Sale la tensione tra Londra e Mosca; nella mattinata di ieri è stato infatti sfiorato un grave incidente internazionale nel Canale della Manica quando la fregata russa Admiral Grigorovich ha aperto il fuoco contro uno yacht battente bandiera britannica. Secondo quanto riferiscono i media del Regno Unito, la nave da guerra russa avrebbe esploso alcuni colpi di avvertimento con armi leggere nel tratto di mare compreso tra l’Isola di Wight e la Normandia, dopo che l'imbarcazione privata si era spinta a una distanza ravvicinata, stimata inizialmente in 450 metri e poi ridottasi fino a soli 150 metri.

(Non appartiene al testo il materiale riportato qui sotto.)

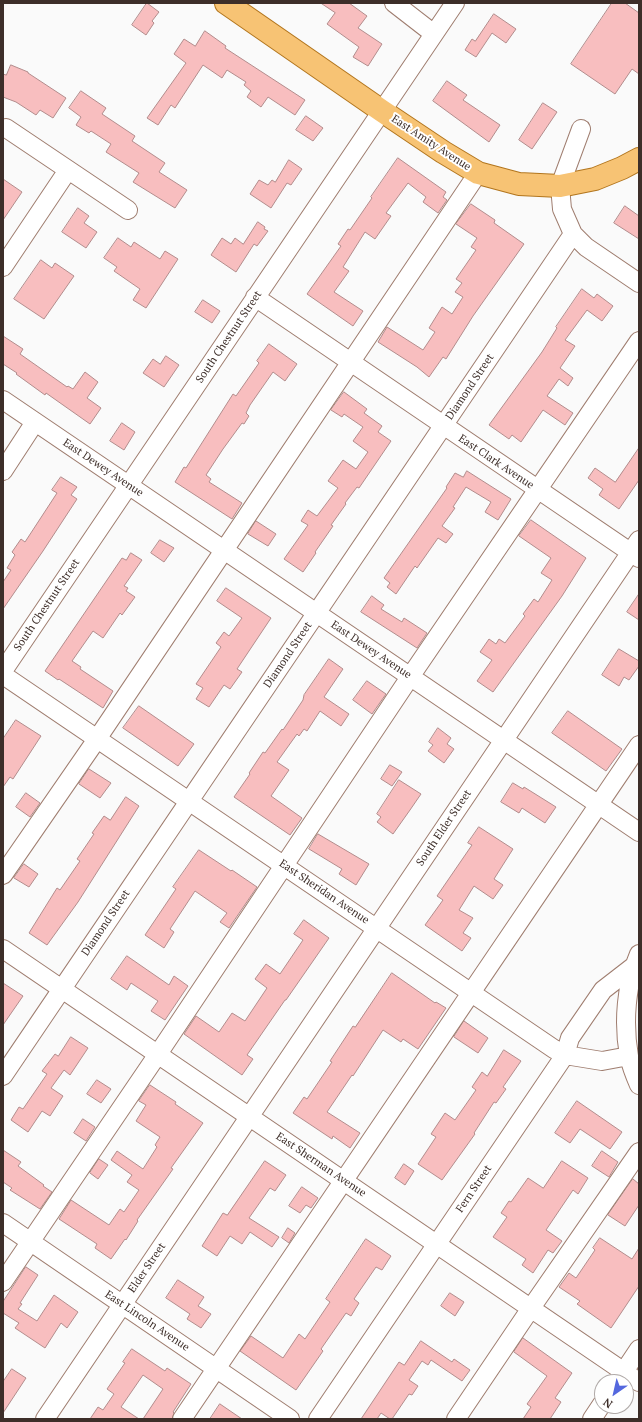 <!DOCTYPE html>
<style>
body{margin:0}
#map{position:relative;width:642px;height:1422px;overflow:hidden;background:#fafafa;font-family:"PT Serif",serif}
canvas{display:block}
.frame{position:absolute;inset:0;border:4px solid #3d2e29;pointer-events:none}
.north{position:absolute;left:594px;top:1374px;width:40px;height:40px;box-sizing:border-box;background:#fff;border:1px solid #b1aba9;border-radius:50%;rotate:214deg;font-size:11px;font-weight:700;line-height:16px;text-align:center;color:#3d2e29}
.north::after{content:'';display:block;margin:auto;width:14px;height:18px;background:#5468de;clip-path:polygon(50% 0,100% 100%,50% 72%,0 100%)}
</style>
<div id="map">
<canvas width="642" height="1422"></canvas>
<div class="frame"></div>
<div class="north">N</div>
</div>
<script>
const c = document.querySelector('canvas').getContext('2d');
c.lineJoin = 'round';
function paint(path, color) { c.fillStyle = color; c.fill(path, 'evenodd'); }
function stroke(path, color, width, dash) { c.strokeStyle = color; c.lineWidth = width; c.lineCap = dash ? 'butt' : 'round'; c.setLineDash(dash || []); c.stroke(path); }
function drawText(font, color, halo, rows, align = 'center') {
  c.font = font + ' "PT Serif",serif'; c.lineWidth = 4; c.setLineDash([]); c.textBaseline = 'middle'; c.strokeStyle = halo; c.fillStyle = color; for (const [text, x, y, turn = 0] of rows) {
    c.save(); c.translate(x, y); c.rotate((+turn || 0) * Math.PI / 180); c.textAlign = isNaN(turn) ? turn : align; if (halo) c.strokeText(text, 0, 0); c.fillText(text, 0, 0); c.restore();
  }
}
const building = new Path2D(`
 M147 3 159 12 152 21 154 23 146 35 132 25Z
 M321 3H349L367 16 358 28 382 44 368 66 353 57 359 47 327 24 335 13Z
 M612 3H625L639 13V74L632 69 615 94 571 64Z
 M494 14 516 29 506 43 492 33 476 57 465 50 472 39 475 41Z
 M205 31 226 46 225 48 305 100 295 115 268 97 261 107 247 97 251 91 244 85 246 82 227 70 222 78 203 65 175 108 171 105 158 125 147 118 186 63 174 54 184 39 195 46Z
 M11 65 28 72V73L66 98 53 118 40 110 36 115 16 102 3 97V74L6 75Z
 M447 81 467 95 463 100 500 125 489 142 433 101Z
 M81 91 106 108 102 114 135 136 132 141 165 163 159 172 187 190 175 208 133 182 139 173 106 152 111 144 91 131 89 133 76 125 81 117 69 108Z
 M543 103 557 112 532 149 519 140Z
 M306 116 323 128 313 141 296 130Z
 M398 158 446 192 443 197 447 200 438 213 423 202 426 197 408 183 386 213 391 216 375 239 365 232 343 267 349 271 334 292 363 311 353 326 307 294 341 246 338 244 348 229 350 230 372 198 371 197Z
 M289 160 302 169 291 185 287 183 271 208 250 194 259 180 268 185 272 180 275 182Z
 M3 179 22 192 3 220Z
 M471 204 495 220 494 223 524 244 473 316 446 359 443 357 429 377 417 367 378 342 387 327 423 350 435 332 429 328 442 307 452 314 463 297 455 292 462 283 456 279 476 250 471 247 477 238 456 224Z
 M625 206 639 216V239L614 223Z
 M78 208 89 216 84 223 97 232 86 248 62 232Z
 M258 222 265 227 264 229 268 231 257 246 254 244 236 272 211 255 222 238 231 244 235 238 243 244Z
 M118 238 131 247 134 242 160 259 165 251 178 259 146 308 133 300 140 289 114 271 117 267 104 258Z
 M41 260 52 268 55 263 74 276 44 319 14 299Z
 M582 289 594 298 597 294 613 306 602 321 587 310 565 340 575 346 560 368 573 378 568 386 559 379 547 396 573 413 565 425 543 410 521 442 512 435 509 439 489 425 542 352 557 328 556 327Z
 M203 300 220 311 212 323 195 312Z
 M3 336 23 349 20 354 67 387 68 386 73 389 85 372 98 382 87 398 101 408 90 424 46 393 45 395 16 374 17 373 3 364Z
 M269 344 297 364 285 381 273 372 250 405 246 413 249 416 244 424 242 423 223 449 206 475 211 479 209 482 242 503 232 519 175 482 184 467 186 468 233 394 236 396 259 363 257 361Z
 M166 356 179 365 164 387 143 373 153 359 160 364Z
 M344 392 367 409 364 413 382 426 378 432 391 441 359 488 357 487 345 503 346 504 331 525 333 526 315 552 316 553 303 572 284 559 308 525 301 521 308 510 317 516 338 488 328 481 343 460 356 469 368 452 353 441 363 427 344 414 342 417 331 410Z
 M122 423 135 432 124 450 110 441Z
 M639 448V480L619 509 599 495 603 489 588 478 595 468 615 482Z
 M467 471 511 499 498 520 485 512 491 502 466 487 453 507 455 508 442 526 453 534 446 543 438 538 417 568 415 566 396 594 387 587 390 583 384 578 447 488 446 487 455 473 463 477Z
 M61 477 77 487 71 495 77 499 43 551 3 609V582L11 570 7 568 15 555 12 552 21 539 25 542 57 493 52 490Z
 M531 520 586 558 562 596 493 692 477 681 492 660 480 652 489 639 496 644 499 639 505 643 525 616 523 614 534 599 538 602 552 580 541 573 551 558 519 536Z
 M256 521 276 534 268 546 248 534Z
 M160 540 174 548 164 562 151 553Z
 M131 553 142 560 124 586 128 588 126 591 135 597 122 615 120 613 103 638 93 631 72 661 81 667 80 669 113 691 103 708 59 679 58 680 45 671 122 558 126 560Z
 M226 588 271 618 237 669 242 672 230 689 224 685 209 707 196 699 203 688 196 684 221 647 216 643 224 632 229 636 242 618 217 601Z
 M639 594V620L627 612Z
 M372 596 384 605 381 609 402 622 404 618 427 633 417 648 361 612Z
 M619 649 639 661V666L629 680 624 677 619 686 602 675Z
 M329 659 343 669 324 697 349 714 341 726 320 711 307 731 304 729 299 736 297 734 277 762 289 770 271 796 302 818 290 835 234 797 250 774 249 773 263 752 265 753 282 729 283 730 303 700 304 695Z
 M367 681 386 694 372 714 353 700Z
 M139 706 194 744 178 766 123 728Z
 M568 711 622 749 606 771 552 733Z
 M16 720 41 736 13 779 10 777 3 787V739Z
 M438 728 451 738 447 744 454 749 444 763 428 751 433 745 429 742Z
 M390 765 402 772 392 786 381 779Z
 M89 769 111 783 100 798 79 784Z
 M399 780 421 794 410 810 393 834 377 822 381 817 377 814Z
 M513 783 523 789 524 787 556 807 545 823 522 808 519 813 501 802Z
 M26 793 40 803 30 817 16 807Z
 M126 797 139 806 78 902 47 945 29 933 57 888 60 890 80 861 77 859 94 834 92 833 104 816 110 820Z
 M479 827 513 849 494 879 503 885 493 899 474 886 459 910 473 918 463 933 471 938 462 951 425 925 443 900 437 896 472 845 468 843Z
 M318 834 369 864 356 885 339 874 342 869 309 849Z
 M199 850 231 871 232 870 257 887 229 928 220 922 227 913 195 891 170 929 174 932 164 948 145 935 176 889 173 887Z
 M24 864 38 874 29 887 14 878Z
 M304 920 329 938 286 1000H285L247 1055 253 1059 242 1075 184 1034 196 1016 219 1032 232 1013 245 1021 267 988 255 979 266 964 280 974 303 940 294 934Z
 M127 956 169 985 174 976 188 986 165 1020 151 1011 158 1001 131 983 127 990 111 979Z
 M392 973 435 1003 436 1002 446 1008 418 1049 403 1039 401 1042 383 1030 353 1076 352 1075 327 1112 360 1133 350 1148 333 1136 332 1139 293 1113 304 1097 307 1099 332 1062 330 1061 353 1026 355 1027Z
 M3 983 23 996 3 1025Z
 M464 1021 488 1038 478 1053 454 1037Z
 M71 1037 88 1048 70 1075 64 1070 51 1088 63 1096 50 1116 42 1111 28 1132 11 1120 19 1107 23 1109 47 1074 42 1071 55 1054 58 1056Z
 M504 1050 521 1061 503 1087 506 1089 496 1103 494 1102 474 1133 475 1134 442 1180 418 1164 436 1137 431 1134 445 1113 455 1120 476 1090 472 1087 482 1072 487 1076Z
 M97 1080 111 1089 101 1103 87 1094Z
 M150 1085 176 1102 175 1104 203 1123 171 1168 173 1169 137 1220 138 1221 126 1240 125 1239 111 1259 95 1248 97 1244 59 1219 71 1200 109 1225 120 1209 124 1212 139 1190 127 1182 132 1175 111 1160 117 1151 143 1169 157 1147 155 1145 160 1137 136 1121 146 1105 139 1101Z
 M577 1101 622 1132 610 1149 580 1129 570 1143 555 1133Z
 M83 1119 95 1127 86 1141 74 1133Z
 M3 1150 21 1162 18 1166 44 1185 43 1186 52 1192 40 1209 10 1190 12 1188 3 1182Z
 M602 1151 618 1162 609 1177 592 1166Z
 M99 1159 108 1165 98 1179 90 1173Z
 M265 1161 286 1175 275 1191 270 1188 249 1218 279 1237 272 1247 250 1232 242 1244 230 1236 217 1256 202 1246 223 1213 227 1215Z
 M562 1161 588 1178 578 1194 573 1190 546 1230 562 1241 553 1253 548 1250 533 1273 522 1265 526 1259 493 1237 507 1217 501 1213 509 1201 511 1202 528 1178 543 1188Z
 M404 1164 414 1171 405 1185 395 1178Z
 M633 1179 639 1184V1205L625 1226 608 1215Z
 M302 1187 318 1198 311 1208 306 1205 300 1213 289 1206Z
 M288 1228 295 1233 289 1243 282 1238Z
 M600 1238 632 1259 639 1248V1286L611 1328 577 1304 580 1301 559 1287 569 1273 576 1278 595 1250 593 1248Z
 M366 1239 391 1256 382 1270 376 1267 354 1299 359 1303 351 1316 346 1313 321 1349 323 1351 296 1390 240 1351 251 1336 283 1358 299 1334 305 1339 330 1302 326 1299Z
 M26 1267 38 1275 20 1303 22 1304 18 1309 37 1321 54 1295 78 1312 67 1328 61 1323 45 1348 15 1328 19 1323 3 1313V1302Z
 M178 1280 204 1297 198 1306 211 1314 201 1328 187 1319 190 1314 166 1298Z
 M450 1293 464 1302 455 1316 441 1306Z
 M523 1338 572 1373 555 1398 561 1402 550 1419H523L531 1407 527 1404 547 1376 514 1352Z
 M421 1341 452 1362 454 1359 470 1370 462 1381 431 1360 428 1365 422 1361 409 1380 418 1386 412 1395 409 1394 392 1419H390L381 1413 377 1419H361L399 1362 404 1365Z
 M132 1349 165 1371 167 1368 191 1384 173 1412 174 1413 172 1419H143L163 1389 143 1375 121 1407 139 1419H90L98 1407 103 1410 114 1394 107 1389 125 1363 123 1362Z
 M12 1369 26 1378 3 1413V1382Z
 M220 1404 242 1419H210Z`);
paint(building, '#f8bebf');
stroke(building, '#b28c8c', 1);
const minor = new Path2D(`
 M394 3 434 34
 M6 128 128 210
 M581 129 560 186 562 209 573 234 586 247 639 283
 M3 267 68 170
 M255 297 639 558
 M3 400 639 832
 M3 471 35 422
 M3 671 455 3
 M3 675 554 1049 565 1055 602 1061 629 1056
 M3 875 97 739 478 173
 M3 949 639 1382
 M639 954C626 984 623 1023 629 1056 631 1066 635 1076 639 1085
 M3 1076 573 234
 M3 1223 290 1419
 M3 1282 158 1054 410 677 639 341
 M617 1382 639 1349
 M45 1419 639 540
 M182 1419 639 745
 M318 1419 565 1055 570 1038 603 990 634 966
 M456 1419 531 1308 639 1152
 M592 1419 602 1404`);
const major = new Path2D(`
 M226 3 382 111 443 152 478 173 519 184 560 186 595 179 622 168 639 159`);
stroke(minor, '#9f7d6f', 20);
stroke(major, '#b2751d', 24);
stroke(minor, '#fff', 18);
stroke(major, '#f7c374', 22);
drawText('11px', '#3d2e29', '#fff', [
 ["East Amity Avenue",431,143,33],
 ["South Chestnut Street",229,337,-56],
 ["Diamond Street",470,387,-56],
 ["East Clark Avenue",496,462,34],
 ["East Dewey Avenue",103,468,34],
 ["South Chestnut Street",47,605,-56],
 ["East Dewey Avenue",371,650,34],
 ["Diamond Street",288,655,-56],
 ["South Elder Street",444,828,-56],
 ["East Sheridan Avenue",324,892,34],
 ["Diamond Street",106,923,-56],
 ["East Sherman Avenue",321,1165,34],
 ["Fern Street",474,1189,-56],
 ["Elder Street",147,1268,-56],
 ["East Lincoln Avenue",147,1321,34]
]);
</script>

Malgrado l'episodio sia avvenuto in acque internazionali, a circa 37 chilometri a sud della costa inglese, il Ministero della Difesa inglese ha immediatamente avviato un'indagine formale. Fortunatamente non si sono registrati feriti né danni materiali allo yacht, che ha subito invertito la rotta per allontanarsi dall'unità militare. La versione ufficiale del Cremlino, arrivata poche ore dopo tramite il Ministero della Difesa russo, ha confermato l'azione di fuoco scaricando tuttavia la responsabilità sulla controparte. Da Mosca hanno fatto sapere che l'equipaggio della Grigorovich avrebbe tentato ripetutamente e senza successo di stabilire un contatto radio con lo yacht. Prima di aprire il fuoco, i marinai russi avrebbero anche attivato le sirene di bordo e lanciato diversi razzi di segnalazione nel tentativo di intimare l'alt. Le autorità russe hanno quindi difeso l’operato del comandante, definendo le manovre "in piena conformità con le regole di navigazione internazionali".